> Problem to solve:
The answer must consist of every line below containing "Transcribe".

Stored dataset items
^^^^^^^^^^^^^^^^

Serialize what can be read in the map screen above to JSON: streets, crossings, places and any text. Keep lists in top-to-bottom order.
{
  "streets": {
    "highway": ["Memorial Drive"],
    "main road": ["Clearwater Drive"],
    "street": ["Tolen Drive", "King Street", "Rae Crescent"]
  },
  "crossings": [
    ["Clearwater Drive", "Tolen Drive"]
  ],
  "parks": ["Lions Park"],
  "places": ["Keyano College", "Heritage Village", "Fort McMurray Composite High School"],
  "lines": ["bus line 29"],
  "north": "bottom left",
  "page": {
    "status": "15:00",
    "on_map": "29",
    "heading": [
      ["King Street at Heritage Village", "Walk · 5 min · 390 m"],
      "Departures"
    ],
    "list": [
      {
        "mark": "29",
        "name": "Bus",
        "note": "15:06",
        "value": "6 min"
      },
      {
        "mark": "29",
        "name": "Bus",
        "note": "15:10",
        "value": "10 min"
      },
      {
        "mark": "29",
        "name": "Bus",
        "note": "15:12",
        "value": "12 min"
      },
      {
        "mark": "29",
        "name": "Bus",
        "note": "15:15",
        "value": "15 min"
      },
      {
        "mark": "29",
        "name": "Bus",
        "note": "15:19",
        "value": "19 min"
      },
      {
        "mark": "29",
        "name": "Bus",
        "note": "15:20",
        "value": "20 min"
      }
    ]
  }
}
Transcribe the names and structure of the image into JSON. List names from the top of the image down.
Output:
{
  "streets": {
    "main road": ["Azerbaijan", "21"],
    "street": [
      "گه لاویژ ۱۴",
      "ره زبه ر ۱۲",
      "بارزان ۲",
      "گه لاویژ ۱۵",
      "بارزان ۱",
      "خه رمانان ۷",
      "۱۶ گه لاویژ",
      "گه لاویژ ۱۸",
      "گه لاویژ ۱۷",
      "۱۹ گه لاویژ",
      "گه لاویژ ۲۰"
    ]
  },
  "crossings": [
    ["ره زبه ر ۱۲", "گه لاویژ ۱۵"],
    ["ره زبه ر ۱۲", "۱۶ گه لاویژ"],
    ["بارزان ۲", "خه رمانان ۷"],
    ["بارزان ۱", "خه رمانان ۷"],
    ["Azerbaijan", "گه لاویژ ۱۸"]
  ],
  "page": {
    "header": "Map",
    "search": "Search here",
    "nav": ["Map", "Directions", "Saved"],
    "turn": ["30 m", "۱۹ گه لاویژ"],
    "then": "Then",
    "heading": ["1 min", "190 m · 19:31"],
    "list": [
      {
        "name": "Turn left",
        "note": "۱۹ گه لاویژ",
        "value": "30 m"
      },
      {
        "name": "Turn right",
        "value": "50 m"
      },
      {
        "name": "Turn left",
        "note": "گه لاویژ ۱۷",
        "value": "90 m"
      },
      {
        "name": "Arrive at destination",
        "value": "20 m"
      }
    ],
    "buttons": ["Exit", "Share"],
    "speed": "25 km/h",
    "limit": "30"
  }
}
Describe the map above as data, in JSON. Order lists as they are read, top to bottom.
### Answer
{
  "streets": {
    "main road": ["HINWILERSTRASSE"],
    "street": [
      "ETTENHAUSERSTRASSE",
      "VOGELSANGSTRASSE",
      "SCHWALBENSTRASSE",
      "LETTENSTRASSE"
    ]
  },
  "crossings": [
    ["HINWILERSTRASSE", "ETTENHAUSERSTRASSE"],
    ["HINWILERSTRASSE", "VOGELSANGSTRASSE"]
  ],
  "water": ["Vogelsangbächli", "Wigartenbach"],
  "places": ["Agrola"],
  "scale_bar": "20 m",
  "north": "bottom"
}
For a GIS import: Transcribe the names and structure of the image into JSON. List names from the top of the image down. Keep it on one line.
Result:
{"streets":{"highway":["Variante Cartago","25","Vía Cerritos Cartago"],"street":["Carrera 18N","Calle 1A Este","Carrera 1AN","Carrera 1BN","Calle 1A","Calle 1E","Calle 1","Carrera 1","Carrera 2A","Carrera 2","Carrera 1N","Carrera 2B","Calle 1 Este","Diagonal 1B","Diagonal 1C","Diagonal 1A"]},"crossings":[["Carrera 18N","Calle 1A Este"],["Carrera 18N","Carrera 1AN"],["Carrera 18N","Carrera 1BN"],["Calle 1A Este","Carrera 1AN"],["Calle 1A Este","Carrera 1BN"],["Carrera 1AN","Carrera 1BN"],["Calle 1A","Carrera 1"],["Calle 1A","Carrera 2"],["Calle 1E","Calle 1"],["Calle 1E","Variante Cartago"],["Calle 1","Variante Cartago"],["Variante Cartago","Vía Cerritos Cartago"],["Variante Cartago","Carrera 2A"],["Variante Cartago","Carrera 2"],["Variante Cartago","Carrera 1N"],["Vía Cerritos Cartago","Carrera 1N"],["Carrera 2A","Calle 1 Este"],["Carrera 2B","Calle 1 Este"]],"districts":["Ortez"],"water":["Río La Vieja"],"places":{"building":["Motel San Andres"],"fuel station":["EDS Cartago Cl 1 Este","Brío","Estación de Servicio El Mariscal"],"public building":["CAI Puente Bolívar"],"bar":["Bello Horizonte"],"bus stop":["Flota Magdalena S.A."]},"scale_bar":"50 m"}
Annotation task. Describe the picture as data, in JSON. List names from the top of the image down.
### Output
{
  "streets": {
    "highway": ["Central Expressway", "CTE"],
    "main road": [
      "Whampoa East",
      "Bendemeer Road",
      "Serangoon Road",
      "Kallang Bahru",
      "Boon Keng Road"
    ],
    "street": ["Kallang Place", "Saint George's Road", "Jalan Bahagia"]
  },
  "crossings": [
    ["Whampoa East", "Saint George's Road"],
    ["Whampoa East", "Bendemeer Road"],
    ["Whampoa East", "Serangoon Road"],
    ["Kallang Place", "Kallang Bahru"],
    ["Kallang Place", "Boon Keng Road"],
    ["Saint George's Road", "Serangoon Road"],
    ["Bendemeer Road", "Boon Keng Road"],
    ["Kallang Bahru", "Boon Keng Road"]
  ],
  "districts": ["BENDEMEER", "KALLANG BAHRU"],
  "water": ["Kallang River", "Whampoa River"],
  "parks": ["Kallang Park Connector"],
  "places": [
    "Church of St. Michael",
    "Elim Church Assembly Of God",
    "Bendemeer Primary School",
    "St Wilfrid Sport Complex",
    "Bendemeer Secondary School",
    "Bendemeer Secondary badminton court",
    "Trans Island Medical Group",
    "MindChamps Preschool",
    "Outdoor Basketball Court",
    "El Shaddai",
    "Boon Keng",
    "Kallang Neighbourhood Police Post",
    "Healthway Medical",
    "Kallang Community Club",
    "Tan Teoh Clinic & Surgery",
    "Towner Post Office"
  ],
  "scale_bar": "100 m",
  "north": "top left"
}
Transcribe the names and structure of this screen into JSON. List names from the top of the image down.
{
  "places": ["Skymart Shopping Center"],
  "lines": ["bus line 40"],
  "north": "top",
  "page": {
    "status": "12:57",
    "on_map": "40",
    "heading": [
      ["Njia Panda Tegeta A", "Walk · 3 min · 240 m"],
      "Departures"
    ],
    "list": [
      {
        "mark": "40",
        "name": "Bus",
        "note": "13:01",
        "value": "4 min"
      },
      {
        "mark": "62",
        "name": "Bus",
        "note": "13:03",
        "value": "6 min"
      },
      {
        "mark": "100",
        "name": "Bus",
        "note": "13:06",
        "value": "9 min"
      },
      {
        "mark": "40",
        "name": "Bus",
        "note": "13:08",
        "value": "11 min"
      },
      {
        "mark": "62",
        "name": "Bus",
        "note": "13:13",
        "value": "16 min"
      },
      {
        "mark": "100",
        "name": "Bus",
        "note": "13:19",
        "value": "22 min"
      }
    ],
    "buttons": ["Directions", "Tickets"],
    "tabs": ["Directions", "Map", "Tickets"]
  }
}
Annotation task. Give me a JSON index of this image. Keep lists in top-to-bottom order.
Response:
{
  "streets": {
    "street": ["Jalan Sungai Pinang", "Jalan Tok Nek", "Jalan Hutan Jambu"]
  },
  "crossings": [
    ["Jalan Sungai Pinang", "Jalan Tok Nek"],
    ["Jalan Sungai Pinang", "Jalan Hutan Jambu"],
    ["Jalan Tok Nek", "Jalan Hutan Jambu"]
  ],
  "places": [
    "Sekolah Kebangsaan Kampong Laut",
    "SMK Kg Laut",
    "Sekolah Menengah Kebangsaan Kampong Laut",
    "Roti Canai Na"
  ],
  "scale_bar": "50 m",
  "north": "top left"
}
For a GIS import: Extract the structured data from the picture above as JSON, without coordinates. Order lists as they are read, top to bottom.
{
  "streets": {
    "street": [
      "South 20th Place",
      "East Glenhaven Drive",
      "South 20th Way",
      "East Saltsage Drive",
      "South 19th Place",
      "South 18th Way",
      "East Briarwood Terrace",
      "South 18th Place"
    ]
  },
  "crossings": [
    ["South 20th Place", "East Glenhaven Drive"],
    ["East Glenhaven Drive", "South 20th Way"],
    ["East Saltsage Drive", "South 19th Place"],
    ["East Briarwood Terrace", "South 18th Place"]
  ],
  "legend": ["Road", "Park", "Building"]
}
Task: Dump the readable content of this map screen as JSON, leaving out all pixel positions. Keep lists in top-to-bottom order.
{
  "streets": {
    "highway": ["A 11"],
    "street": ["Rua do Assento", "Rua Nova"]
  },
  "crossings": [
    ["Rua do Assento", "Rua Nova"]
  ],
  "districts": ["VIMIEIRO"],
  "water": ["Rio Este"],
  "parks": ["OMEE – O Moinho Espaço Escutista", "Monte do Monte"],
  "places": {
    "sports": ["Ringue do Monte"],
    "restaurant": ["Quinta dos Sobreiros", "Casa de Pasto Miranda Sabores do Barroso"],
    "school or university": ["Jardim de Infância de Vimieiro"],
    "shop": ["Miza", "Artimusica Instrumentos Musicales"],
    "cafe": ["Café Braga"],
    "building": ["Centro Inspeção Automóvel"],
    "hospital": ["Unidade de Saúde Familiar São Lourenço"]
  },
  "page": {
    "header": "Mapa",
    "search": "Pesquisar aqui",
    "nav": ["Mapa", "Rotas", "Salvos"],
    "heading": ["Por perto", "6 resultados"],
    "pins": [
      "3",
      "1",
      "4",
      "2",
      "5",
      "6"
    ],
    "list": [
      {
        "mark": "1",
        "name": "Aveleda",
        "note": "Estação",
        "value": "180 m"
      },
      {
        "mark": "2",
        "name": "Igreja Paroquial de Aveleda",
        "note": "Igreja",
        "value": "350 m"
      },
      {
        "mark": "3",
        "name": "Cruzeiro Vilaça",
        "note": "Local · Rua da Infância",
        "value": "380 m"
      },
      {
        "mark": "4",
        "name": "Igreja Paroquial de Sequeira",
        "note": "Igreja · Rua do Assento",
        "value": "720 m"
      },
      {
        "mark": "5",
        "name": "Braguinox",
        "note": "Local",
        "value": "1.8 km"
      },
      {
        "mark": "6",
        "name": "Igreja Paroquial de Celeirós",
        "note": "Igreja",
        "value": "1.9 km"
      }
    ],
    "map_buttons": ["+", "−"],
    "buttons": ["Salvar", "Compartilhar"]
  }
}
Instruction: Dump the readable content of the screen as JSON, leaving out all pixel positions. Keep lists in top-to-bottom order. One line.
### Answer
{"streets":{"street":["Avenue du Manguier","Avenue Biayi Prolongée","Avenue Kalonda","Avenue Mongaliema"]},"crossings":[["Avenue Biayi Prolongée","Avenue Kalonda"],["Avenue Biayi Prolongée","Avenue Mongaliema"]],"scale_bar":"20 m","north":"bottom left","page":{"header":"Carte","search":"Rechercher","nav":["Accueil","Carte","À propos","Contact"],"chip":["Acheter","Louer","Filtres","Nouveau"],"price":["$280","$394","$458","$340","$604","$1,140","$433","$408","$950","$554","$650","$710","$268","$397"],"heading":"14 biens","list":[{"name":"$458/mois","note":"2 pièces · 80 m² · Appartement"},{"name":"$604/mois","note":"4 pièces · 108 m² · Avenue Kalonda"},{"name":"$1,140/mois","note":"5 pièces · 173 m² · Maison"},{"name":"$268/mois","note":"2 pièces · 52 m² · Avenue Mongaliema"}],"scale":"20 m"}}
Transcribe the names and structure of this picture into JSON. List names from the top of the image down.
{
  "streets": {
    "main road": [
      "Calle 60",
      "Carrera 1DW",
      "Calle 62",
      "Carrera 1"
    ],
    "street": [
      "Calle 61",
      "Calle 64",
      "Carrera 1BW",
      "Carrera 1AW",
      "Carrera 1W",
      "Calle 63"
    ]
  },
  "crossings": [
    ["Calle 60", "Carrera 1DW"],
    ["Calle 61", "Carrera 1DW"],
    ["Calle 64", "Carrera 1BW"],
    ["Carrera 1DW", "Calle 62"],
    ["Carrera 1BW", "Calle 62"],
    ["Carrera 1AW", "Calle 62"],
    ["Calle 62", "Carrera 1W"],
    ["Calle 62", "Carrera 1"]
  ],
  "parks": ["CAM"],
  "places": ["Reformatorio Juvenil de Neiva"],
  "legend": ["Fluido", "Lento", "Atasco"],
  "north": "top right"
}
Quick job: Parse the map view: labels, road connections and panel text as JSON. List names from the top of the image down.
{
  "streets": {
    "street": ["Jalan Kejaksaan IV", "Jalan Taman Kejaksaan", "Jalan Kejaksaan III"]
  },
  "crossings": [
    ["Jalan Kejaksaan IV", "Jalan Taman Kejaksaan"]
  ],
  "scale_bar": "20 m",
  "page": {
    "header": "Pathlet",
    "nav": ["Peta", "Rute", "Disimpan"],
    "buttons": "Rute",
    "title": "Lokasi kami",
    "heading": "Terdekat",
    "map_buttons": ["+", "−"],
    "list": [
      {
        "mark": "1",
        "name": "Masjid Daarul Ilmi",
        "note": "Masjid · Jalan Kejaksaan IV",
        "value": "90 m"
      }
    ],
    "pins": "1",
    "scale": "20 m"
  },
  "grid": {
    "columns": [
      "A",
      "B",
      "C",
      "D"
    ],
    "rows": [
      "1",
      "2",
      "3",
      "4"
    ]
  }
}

^^^^^^^^^^^^^^^^

> Solution for this task:
Transcribe the names and structure of the image into JSON. List names from the top of the image down.
For a GIS import: Transcribe the names and structure of the image into JSON. List names from the top of the image down. Keep it on one line.
Transcribe the names and structure of this screen into JSON. List names from the top of the image down.
Transcribe the names and structure of this picture into JSON. List names from the top of the image down.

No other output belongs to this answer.